▶ [Dataset excerpts]:
== == ==

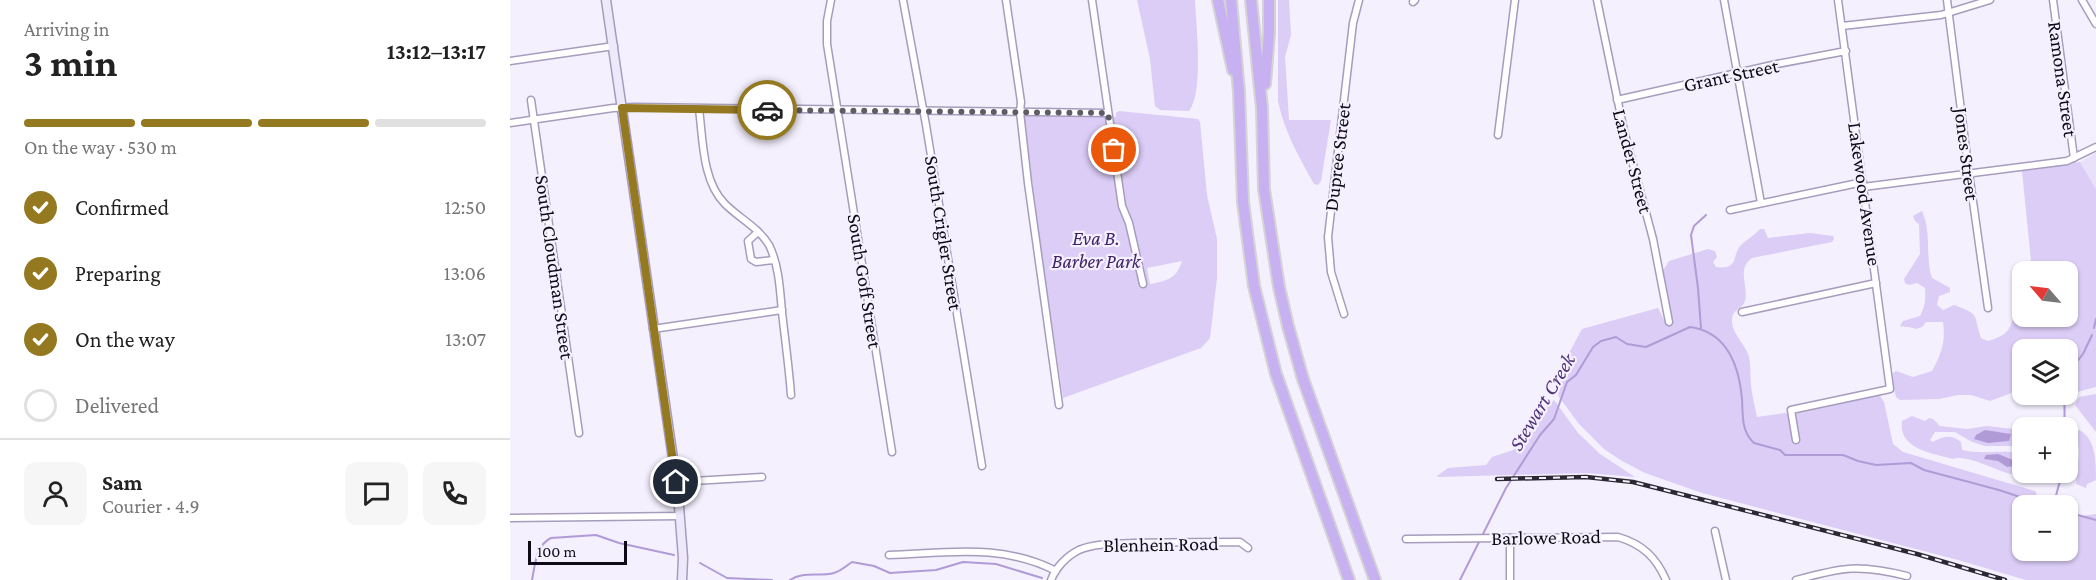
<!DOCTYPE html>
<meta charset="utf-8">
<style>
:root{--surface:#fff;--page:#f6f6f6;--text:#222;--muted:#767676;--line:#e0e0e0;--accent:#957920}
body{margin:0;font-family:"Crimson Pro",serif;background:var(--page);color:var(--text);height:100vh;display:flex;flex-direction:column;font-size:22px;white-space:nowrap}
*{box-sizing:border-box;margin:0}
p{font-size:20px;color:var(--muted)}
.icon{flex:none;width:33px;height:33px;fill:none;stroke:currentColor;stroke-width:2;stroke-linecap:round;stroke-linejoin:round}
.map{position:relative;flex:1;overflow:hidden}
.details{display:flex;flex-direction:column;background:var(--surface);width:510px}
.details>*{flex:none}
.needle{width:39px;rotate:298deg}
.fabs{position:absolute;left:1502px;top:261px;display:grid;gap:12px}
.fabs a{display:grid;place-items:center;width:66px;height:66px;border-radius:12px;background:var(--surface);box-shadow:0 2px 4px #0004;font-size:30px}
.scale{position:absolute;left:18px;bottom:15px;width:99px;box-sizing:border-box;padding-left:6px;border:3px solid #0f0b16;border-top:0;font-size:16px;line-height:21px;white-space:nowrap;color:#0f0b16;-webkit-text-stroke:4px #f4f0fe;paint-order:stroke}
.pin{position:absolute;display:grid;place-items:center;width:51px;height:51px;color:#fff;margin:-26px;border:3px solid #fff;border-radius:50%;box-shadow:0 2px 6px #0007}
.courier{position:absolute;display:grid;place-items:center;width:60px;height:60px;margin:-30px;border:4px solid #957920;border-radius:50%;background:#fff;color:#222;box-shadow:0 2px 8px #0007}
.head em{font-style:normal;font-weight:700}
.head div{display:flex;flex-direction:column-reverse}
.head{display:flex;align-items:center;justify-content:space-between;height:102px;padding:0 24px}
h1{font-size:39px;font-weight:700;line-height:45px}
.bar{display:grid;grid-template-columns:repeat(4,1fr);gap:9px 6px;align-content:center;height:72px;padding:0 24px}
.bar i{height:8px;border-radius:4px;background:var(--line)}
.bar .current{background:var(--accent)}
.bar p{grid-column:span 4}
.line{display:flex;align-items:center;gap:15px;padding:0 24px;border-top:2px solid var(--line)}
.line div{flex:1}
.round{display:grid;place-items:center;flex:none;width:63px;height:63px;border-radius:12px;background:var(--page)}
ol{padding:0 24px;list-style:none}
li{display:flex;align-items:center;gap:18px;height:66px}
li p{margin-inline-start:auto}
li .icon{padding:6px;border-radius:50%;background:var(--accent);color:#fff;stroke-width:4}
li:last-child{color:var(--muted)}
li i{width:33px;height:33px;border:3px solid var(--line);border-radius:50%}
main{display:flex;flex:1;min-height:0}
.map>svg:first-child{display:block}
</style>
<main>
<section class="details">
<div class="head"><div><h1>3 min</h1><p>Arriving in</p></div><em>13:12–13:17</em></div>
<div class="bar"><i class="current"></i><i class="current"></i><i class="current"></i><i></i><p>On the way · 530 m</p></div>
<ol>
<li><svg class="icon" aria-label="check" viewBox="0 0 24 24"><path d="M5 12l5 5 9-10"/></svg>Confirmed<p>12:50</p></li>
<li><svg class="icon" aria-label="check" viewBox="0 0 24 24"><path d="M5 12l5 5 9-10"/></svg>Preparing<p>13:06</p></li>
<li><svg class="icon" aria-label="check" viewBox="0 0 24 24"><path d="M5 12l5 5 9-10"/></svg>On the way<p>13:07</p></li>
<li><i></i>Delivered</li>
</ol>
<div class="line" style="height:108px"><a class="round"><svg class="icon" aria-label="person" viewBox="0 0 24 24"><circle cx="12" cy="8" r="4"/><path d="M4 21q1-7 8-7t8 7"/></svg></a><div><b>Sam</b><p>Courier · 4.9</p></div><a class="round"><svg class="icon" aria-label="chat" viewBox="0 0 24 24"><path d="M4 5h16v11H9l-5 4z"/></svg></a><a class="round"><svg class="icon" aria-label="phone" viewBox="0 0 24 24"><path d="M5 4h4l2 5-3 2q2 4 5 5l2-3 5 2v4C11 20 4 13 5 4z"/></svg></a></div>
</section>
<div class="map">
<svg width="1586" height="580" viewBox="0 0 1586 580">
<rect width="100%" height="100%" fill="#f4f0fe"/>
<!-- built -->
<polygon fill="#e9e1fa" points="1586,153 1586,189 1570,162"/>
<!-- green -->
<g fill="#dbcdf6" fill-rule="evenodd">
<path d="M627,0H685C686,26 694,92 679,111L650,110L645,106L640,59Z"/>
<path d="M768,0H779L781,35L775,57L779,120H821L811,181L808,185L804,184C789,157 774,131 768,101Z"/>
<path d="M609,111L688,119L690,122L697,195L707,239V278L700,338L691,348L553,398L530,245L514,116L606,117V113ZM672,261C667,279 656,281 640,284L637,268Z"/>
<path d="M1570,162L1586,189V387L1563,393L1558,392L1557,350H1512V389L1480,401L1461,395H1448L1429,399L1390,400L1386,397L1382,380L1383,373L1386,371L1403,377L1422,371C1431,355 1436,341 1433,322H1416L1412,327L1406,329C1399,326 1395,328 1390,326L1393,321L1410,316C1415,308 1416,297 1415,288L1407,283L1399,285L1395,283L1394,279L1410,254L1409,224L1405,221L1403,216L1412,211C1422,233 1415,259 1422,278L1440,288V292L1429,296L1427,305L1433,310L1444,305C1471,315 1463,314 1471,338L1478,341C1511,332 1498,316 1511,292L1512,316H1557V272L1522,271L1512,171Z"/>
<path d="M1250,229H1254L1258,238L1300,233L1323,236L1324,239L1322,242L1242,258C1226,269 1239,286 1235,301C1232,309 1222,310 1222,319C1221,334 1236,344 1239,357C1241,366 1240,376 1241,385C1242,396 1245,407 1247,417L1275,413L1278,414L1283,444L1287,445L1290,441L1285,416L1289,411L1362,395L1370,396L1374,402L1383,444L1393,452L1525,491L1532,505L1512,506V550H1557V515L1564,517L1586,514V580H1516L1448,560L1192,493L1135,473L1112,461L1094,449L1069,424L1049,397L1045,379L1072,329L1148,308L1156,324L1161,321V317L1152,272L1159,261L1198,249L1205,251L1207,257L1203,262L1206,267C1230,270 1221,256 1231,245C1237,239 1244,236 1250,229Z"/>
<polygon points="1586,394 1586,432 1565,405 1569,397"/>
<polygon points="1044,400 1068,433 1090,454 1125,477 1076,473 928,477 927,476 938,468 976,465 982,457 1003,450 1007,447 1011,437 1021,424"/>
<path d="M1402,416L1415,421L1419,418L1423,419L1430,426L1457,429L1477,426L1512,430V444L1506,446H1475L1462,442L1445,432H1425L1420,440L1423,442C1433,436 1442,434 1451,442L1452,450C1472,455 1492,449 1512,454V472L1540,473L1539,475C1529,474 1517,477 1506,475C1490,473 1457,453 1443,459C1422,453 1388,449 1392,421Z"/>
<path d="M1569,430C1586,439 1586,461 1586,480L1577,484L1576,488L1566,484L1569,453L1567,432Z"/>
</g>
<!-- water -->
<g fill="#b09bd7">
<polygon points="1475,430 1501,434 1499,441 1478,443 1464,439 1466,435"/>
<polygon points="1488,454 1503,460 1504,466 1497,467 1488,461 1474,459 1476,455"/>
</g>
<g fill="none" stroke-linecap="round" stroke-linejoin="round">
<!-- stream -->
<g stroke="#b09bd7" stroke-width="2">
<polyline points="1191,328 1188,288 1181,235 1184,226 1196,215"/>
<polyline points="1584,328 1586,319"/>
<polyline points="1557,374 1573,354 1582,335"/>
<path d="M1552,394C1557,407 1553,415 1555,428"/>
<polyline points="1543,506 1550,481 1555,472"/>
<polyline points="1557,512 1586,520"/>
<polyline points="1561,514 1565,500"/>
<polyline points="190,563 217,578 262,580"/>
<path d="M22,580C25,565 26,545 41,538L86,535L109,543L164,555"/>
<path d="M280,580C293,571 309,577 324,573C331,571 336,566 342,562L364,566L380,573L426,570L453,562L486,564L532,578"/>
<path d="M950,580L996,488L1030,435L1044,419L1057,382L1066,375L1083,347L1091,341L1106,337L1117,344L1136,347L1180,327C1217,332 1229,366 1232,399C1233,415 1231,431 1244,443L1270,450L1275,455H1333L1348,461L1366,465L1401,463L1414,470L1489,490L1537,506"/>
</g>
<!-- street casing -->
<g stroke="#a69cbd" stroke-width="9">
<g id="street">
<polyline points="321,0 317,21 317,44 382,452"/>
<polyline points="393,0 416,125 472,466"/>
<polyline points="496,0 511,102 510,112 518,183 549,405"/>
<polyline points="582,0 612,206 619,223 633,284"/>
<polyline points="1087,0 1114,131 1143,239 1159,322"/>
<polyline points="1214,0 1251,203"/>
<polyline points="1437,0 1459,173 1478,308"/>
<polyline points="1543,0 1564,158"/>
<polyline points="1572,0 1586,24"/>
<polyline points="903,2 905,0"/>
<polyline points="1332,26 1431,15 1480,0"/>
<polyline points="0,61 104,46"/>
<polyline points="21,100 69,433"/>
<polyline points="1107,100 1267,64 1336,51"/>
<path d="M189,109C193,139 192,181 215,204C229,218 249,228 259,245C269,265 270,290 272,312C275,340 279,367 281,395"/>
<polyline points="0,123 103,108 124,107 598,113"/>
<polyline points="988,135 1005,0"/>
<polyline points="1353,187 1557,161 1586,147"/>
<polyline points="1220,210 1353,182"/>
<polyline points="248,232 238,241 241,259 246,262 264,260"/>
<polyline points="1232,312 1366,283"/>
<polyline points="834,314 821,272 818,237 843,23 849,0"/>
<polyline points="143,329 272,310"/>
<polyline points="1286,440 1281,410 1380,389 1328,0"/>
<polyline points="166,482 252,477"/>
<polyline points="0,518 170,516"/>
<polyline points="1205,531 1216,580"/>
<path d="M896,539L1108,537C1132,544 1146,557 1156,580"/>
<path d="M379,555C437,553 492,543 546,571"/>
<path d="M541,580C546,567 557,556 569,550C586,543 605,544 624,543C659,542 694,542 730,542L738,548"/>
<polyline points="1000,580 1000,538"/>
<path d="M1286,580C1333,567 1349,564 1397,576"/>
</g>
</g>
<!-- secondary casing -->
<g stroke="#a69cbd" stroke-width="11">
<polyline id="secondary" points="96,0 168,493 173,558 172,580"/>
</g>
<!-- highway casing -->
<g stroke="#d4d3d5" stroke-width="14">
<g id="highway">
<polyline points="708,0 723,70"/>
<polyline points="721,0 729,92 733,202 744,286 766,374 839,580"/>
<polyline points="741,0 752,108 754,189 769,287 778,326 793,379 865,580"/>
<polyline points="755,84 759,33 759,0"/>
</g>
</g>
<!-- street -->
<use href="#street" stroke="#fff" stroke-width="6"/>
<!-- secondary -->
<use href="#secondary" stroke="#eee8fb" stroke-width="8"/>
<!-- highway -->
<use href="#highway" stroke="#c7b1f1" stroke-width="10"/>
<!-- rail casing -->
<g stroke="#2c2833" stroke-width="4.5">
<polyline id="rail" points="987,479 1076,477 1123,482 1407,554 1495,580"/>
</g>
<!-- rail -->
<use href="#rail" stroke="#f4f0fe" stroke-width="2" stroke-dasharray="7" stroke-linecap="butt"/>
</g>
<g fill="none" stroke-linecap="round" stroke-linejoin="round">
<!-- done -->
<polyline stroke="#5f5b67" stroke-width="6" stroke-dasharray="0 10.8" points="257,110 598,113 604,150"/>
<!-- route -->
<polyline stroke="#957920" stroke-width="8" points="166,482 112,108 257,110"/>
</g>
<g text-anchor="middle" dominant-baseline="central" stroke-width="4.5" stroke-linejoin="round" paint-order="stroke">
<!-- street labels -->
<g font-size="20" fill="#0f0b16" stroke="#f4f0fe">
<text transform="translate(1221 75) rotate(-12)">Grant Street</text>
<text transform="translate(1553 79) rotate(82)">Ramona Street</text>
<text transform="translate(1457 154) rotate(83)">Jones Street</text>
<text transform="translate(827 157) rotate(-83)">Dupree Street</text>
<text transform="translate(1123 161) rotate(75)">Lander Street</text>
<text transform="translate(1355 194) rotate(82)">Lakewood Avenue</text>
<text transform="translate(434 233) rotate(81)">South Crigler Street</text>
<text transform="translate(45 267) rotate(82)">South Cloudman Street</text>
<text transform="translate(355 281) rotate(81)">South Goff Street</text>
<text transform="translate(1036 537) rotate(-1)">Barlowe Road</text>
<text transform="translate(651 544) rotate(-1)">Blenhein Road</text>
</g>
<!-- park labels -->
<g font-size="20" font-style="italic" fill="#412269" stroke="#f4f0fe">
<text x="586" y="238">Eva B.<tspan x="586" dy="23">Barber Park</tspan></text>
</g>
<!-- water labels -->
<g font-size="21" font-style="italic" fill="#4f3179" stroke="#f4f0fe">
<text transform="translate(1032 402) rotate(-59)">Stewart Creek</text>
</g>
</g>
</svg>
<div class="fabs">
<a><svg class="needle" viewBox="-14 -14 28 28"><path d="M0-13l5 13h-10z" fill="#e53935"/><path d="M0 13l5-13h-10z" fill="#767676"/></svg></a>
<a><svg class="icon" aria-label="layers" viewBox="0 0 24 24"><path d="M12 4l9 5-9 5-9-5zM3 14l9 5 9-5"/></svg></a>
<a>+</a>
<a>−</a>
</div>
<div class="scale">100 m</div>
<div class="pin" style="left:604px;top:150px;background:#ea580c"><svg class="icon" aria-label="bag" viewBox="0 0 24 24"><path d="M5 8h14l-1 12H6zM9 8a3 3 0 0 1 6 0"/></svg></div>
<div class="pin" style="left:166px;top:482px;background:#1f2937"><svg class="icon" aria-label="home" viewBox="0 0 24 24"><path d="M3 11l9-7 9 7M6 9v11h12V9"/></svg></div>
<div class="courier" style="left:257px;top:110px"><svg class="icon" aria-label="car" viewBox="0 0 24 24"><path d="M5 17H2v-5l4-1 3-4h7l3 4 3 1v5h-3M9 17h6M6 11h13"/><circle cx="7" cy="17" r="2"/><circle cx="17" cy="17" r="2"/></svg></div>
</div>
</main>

== == ==

▶ [What you have to do]:
Looking at the data above, count the lines that contain the string "scale" and give only the count.

▶ [Your solution]:
2